Le truc, avec Lola, c'était que les sujets dont il ne fallait pas parler, elle les ressortait toujours, sans cesse. C'était peut-être une maladie, une pathologie, ou peut-être juste la conséquence de grandir dans le silence et le déni, la mélancolie des dialogues qu'on étouffe, des douleurs qu'on médicamente. Alors, elle l'avait dit, et c'était trop tard, c'était là, ça changeait tout. Une fois qu'on parlait d'addiction, il n'y avait plus de retour en arrière, on ne pouvait plus se voiler la face ou prétendre qu'on parlait d'autre chose, on était là et on savait. Et c'était difficile de faire des blagues sur quelqu'un qui s'auto-détruit parce qu'il a perdu sa fille. Lola aurait pu essayer, elle était également très forte dans tout ce qui touche à l'humour pas si politiquement correct que ça. Mais elle n'en avait pas envie, elle n'en avait pas la force, et elle avait terriblement peur de perdre un homme qu'elle venait de rencontrer et qu'il lui semblait important de garder dans sa vie, pour une raison qu'elle ne s'expliquait pas. Pourtant, elle savait que si Amos avait à choisir entre l'alcool et elle, il la ferait disparaître de sa vie plus vite qu'une bourrasque claque une fenêtre. Elle avait le choix entre le protéger lui ou se protéger elle, et elle le choisit lui, car sa vocation avait toujours été d'aider, et rien ne changerait cela, pas même l'intuition qu'ils pouvaient s'apporter beaucoup l'un à l'autre.

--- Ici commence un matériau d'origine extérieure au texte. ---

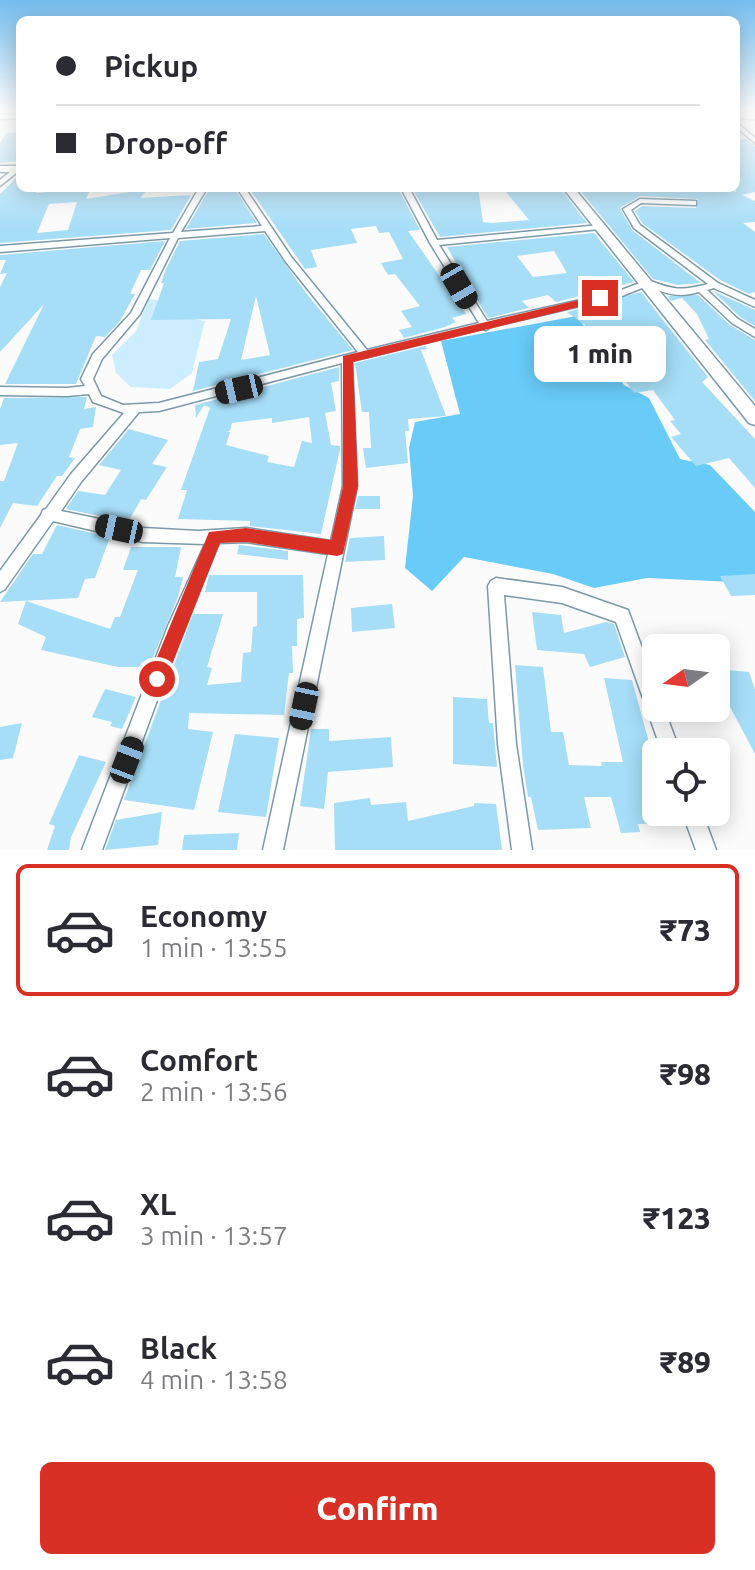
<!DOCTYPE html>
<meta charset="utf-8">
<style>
body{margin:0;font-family:Ubuntu,sans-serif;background:#f7f7f7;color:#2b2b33;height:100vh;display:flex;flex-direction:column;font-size:30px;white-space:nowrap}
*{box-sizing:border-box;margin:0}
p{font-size:26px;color:#7c7c81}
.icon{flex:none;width:44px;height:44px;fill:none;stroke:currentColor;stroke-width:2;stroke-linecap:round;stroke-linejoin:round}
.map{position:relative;height:850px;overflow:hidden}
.sheet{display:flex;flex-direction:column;background:#fff;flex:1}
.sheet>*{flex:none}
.top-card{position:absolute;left:16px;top:16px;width:724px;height:176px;border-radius:12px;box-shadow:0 4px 20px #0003;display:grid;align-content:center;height:176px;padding:0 40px;background:#fff}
.needle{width:52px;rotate:256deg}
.buttons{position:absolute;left:642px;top:634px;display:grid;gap:16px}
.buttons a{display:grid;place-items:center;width:88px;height:88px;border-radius:12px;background:#fff;box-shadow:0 4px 20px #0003;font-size:40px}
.end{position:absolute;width:36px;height:36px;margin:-18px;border:10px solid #d93025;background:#fff;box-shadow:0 0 0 4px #fff}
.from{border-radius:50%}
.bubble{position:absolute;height:56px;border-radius:12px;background:#fff;box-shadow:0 4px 20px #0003;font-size:26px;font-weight:800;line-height:56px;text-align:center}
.car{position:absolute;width:24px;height:48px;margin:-24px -12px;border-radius:10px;box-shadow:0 0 6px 2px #0007;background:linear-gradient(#222 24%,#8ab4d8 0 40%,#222 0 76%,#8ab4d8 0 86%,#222 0)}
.top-card b{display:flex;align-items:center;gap:28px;height:76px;font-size:30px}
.top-card b+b{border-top:2px solid #e1e1e2}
.top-card i{width:20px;height:20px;background:#2b2b33}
ul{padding:14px 0 0;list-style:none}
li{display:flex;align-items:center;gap:24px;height:132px;margin:0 16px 12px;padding:0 24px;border:4px solid transparent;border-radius:12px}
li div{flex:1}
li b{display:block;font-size:30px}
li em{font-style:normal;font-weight:800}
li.selected{border-color:#d93025}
li>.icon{width:72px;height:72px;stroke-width:1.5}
.cta{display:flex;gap:16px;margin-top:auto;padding:16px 40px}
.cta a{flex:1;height:92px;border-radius:12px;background:#d93025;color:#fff;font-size:32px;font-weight:800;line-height:92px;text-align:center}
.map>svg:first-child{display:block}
</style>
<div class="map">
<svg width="755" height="850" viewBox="0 0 755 850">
<rect width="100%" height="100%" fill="#fbfbfb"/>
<!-- green -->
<polygon fill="#cef" points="149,299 164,301 160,313 205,321 192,373 170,389 131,387 116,373 112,355 136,331"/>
<!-- forest -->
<polygon fill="#69ccf8" points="577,316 624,385 649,398 680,459 710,465 755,512 755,583 647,578 594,588 553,574 464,557 432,591 405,568 413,496 409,448 415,422 460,414 441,341"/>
<!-- building -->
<g fill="#a6ddf7" fill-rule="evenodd">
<polygon points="20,132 20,161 0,163 0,143 6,133"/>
<polygon points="746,139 755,146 755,192 742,195 755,201 755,222 743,223 755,232 755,292 749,294 720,280 642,223 635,211 642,206 696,208 698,199 640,196 620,208 632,230 701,283 678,285 653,279 578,188 727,188 736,192 736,140"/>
<path d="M19,175L20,188H38L36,193L91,188L86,199L148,189L140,198L191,195L171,230L0,243V194ZM77,202L68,230L37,233L49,204Z"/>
<polygon points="210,188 234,188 257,223 186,229"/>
<polygon points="249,188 398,188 420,230 408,231 466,314 452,318 456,322 445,327 404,338 399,330 412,327 401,311 420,306 395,274 388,275 381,263 403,259 389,232 379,233 376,226 351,229 357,243 311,250 317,267 305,269"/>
<polygon points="412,188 478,188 483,222 492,223 529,220 503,188 560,188 587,223 440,237"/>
<path d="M594,233L634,282L556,302L548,295L522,301L529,308L488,318L447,247ZM554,251L567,273L533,277L517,256Z"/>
<path d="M264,234L306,293L353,350L193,391L199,362L218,359L231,319L151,320L164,283H161L166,269L180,241ZM256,296L270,355L241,360Z"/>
<polygon points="165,241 150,270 141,270 130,294 135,294 120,321 105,337 96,336 76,384 5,384 44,304 0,352 0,287 7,273 0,274 6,260 0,260 0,255"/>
<polygon points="713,291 755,310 755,326 740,317"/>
<polygon points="641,292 708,377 702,382 755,439 755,488 729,458 696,466 671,437 681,434 670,421 675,420 653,390 634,393 585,325 567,312"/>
<polygon points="698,295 730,325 755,340 755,401 705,340 709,339 697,314 682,298 671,301 668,296"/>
<polygon points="425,346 427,349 421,350 446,416 408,419 409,431 405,431 408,463 366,468 363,448 371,448 369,412 362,412 355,363"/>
<path d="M339,367V381L331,383L336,411L325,413L331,445L340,446V449L321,534L250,526V521L178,519L187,490H181L210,408L204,405L196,418L195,405ZM309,417L312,443L302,441L294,467L267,462L269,456L226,445L230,432L226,431H230L232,423L272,418V423Z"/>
<polygon points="87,397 84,409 96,407 93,427 80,429 69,457 75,458 62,476 57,476 37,506 13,503 0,528 0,481 4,481 18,443 0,445 0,409 4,398"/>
<polygon points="129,429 168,440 152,464 167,467 146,500 141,499 128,522 66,509 78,491 105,495 121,470 99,465"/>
<polygon points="358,496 380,496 380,509 355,509"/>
<polygon points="57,525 110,537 95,578 85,579 78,598 0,602 33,554 42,554"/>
<polygon points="384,536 385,560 345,562 350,538"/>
<polygon points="239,545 288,551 288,560 237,554"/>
<polygon points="131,547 181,547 175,577 183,577 178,597 149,667 118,667 41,650 46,637 18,624 26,601 110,629 115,617 120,617 138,570 123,570"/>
<polygon points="755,574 755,595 731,596 720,576"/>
<polygon points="209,575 303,575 304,618 297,619 297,646 292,646 293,673 289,673 284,715 189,713 188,729 213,732 194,810 124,800 193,614 223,614 207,667 212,668 207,685 241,682 243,653 251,652 253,627 257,626 257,592 205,592"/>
<polygon points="392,604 395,628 352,632 351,608"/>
<polygon points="532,612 561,615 564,633 606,622 614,624 625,657 590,667 584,654 537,650"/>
<polygon points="515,665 543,667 551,732 563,732 569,765 602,766 601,762 623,762 604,678 632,680 656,768 656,812 670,812 674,823 638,824 640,832 621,833 611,797 584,797 591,828 538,830 531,797 528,797 523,765"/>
<polygon points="716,669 749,672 755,690 755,754 721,690"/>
<polygon points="105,689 136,697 122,729 110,726 112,722 92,717"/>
<polygon points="453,697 487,699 489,723 493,723 497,767 453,764"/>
<polygon points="22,723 13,758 0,760 0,727"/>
<polygon points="311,729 329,729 329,741 391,737 393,767 328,772 324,809 300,806"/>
<polygon points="235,734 279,738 266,817 218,812"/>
<polygon points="79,755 106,762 71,837 69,850 47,850 55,826 49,824"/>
<polygon points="370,798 371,805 406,802 408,821 474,806 474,803 496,804 502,850 335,850 334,803"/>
<polygon points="162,812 158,845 105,850 116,820"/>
<polygon points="239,833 237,850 182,850 184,835"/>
</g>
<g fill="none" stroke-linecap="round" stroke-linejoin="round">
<!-- minor casing -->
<g stroke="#7a99a9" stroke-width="3">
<g id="minor">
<polygon points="20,114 20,118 0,119 0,115"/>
<polygon points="736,122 755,138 755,143 736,127"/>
<polygon points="20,164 20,170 0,186 0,180"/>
<path d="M199,188H207L181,232L262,226L237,188H245L292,258L367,350L479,323L430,243L401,188H409L437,240L600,225L604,227L600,229L439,245L487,321L616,292L648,280C673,290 682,291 708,284L634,228L623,209L640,199L696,201V205H693L641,203L631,210L640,225L718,283L755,300V307L714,288L707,290L738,319L755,329V337L732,323L699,292C677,298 668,294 647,286L622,296L491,327L486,330L482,329L352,361L357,486L283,850H263L328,554L246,542L219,543L184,627L102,850H82L168,626L205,544L143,542L53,521L5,589L0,592V571L41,515L43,510L46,509L71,474L124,413L93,402L89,394L67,396L0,395V387L67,388L85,386L81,379L93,354L131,313L170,238L0,252V246L173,233ZM265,231L286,262L358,352L159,403L123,405L101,396L93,379L102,359L140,314L178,238ZM342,363L343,486L331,541L246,528L198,531L143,528L61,511L81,482L139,412L159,411Z"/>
<polygon points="496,578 562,587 628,610 656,686 656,708 664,708 680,752 662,752 616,622 562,603 504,595 516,744 532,850 512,850 498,744 488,586 491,581"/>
<polygon points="682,812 702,812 716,850 696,850"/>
</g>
</g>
<!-- secondary casing -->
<g stroke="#7a99a9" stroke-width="3">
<g id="secondary">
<polygon points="736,112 755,113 755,119 736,118"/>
<rect x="0" y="166" width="20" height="6"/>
<polygon points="563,188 574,188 755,406 755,425 749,423"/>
</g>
</g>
<!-- minor -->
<use href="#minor" fill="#fff" fill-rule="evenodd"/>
<!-- secondary -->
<use href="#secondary" fill="#fff" fill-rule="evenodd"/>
</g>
<!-- sky -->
<linearGradient id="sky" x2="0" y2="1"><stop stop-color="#74bdee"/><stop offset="0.48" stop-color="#fdfdfd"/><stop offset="1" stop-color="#fdfdfd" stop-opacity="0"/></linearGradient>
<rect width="755" height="230" fill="url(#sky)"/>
<!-- route -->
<polygon fill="#d93025" points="600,295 603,296 603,301 353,362 358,486 343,554 337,556 246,542 220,543 164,685 157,688 150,685 148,679 209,532 246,528 331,540 343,486 343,356"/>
</svg>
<div class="buttons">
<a><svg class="needle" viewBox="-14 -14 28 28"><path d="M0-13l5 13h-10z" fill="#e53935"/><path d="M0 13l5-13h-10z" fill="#7c7c81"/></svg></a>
<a><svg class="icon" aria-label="locate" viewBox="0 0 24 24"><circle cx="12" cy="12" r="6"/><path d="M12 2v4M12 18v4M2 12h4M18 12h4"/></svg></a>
</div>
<i class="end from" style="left:157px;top:679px"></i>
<i class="end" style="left:600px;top:298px"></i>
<div class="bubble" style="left:534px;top:326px;width:132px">1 min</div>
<i class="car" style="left:459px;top:286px;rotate:150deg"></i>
<i class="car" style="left:239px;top:389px;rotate:257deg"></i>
<i class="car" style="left:119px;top:529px;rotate:282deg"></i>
<i class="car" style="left:304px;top:706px;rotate:192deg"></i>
<i class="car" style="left:127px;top:760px;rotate:21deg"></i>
<div class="top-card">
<b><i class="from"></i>Pickup</b>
<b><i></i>Drop-off</b>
</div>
</div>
<section class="sheet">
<ul>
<li class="selected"><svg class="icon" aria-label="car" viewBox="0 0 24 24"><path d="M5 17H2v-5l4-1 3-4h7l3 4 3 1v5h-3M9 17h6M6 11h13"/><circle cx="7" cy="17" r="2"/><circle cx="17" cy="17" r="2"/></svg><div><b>Economy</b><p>1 min · 13:55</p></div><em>₹73</em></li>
<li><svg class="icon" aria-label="car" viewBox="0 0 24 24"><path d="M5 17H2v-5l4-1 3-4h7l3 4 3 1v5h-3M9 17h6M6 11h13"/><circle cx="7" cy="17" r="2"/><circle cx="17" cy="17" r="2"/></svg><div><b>Comfort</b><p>2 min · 13:56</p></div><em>₹98</em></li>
<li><svg class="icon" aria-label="car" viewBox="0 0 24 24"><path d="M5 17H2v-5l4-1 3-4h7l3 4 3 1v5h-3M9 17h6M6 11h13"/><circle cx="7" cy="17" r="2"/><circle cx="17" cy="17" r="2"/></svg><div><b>XL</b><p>3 min · 13:57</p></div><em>₹123</em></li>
<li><svg class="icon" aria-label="car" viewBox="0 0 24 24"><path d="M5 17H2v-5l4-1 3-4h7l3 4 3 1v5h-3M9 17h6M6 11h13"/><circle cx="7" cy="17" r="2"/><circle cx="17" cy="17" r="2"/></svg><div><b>Black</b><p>4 min · 13:58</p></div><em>₹89</em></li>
</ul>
<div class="cta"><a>Confirm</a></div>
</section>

Alors, lorsqu'Amos essaya de changer de sujet, en proposant une solution - les addicts sont pleins de solutions alternatives -, Lola ne répondit rien. Elle attendit en silence qu'il fasse le tour, qu'il revienne, qu'il parle du vrai thème. Et il le fit. Il nia être alcoolique, et elle baissa la tête avec un sourire d'une tristesse infinie, regardant ses pieds, une mèche tombant sur le côté de son visage, avec une envie de disparaître plutôt que de dire les mots qui allaient sortir par eux-mêmes, parce qu'elle était incapable de s'en empêcher. Elle le laissa terminer cependant. Elle eut ce respect-là. De l'entendre dire que c'était ça ou mourir. Et elle comprenait tellement. Et elle comprenait aussi que l'alcool à cette dose-là était une mort-en-vie, était une lente agonie, une coupure des sens, de l'intellect, une entrave à l'existence telle qu'elle peut être, une dérélicition du corps, comme un choix de se punir, un choix de s'annuler, de ne plus faire partie des sensations si fortes qu'on éprouve chaque jour, de l'angoisse avant de dormir, des sanglots qui ne cessent pas, de cette sensation qu'on ne peut plus respirer tellement la douleur est présente. Lola savait tout ça pour l'avoir vu de près, et elle ne parlerait pas de sa propre histoire, parce que ça n'avait pas lieu d'être, mais elle n'arrêterait pas d'insister non plus. Et ils étaient là, dans la voiture, et elle se faisait petite, mais elle sentait la voix grandir en elle, et bientôt, ça y est, elle parlait, et qui allait l'en empêcher ? Peut-être qu'il lui demanderait de descendre. De toute façon, c'était trop tard. Les choses seraient dites. Et c'était soit mieux, soit pire, mais ça changeait tout.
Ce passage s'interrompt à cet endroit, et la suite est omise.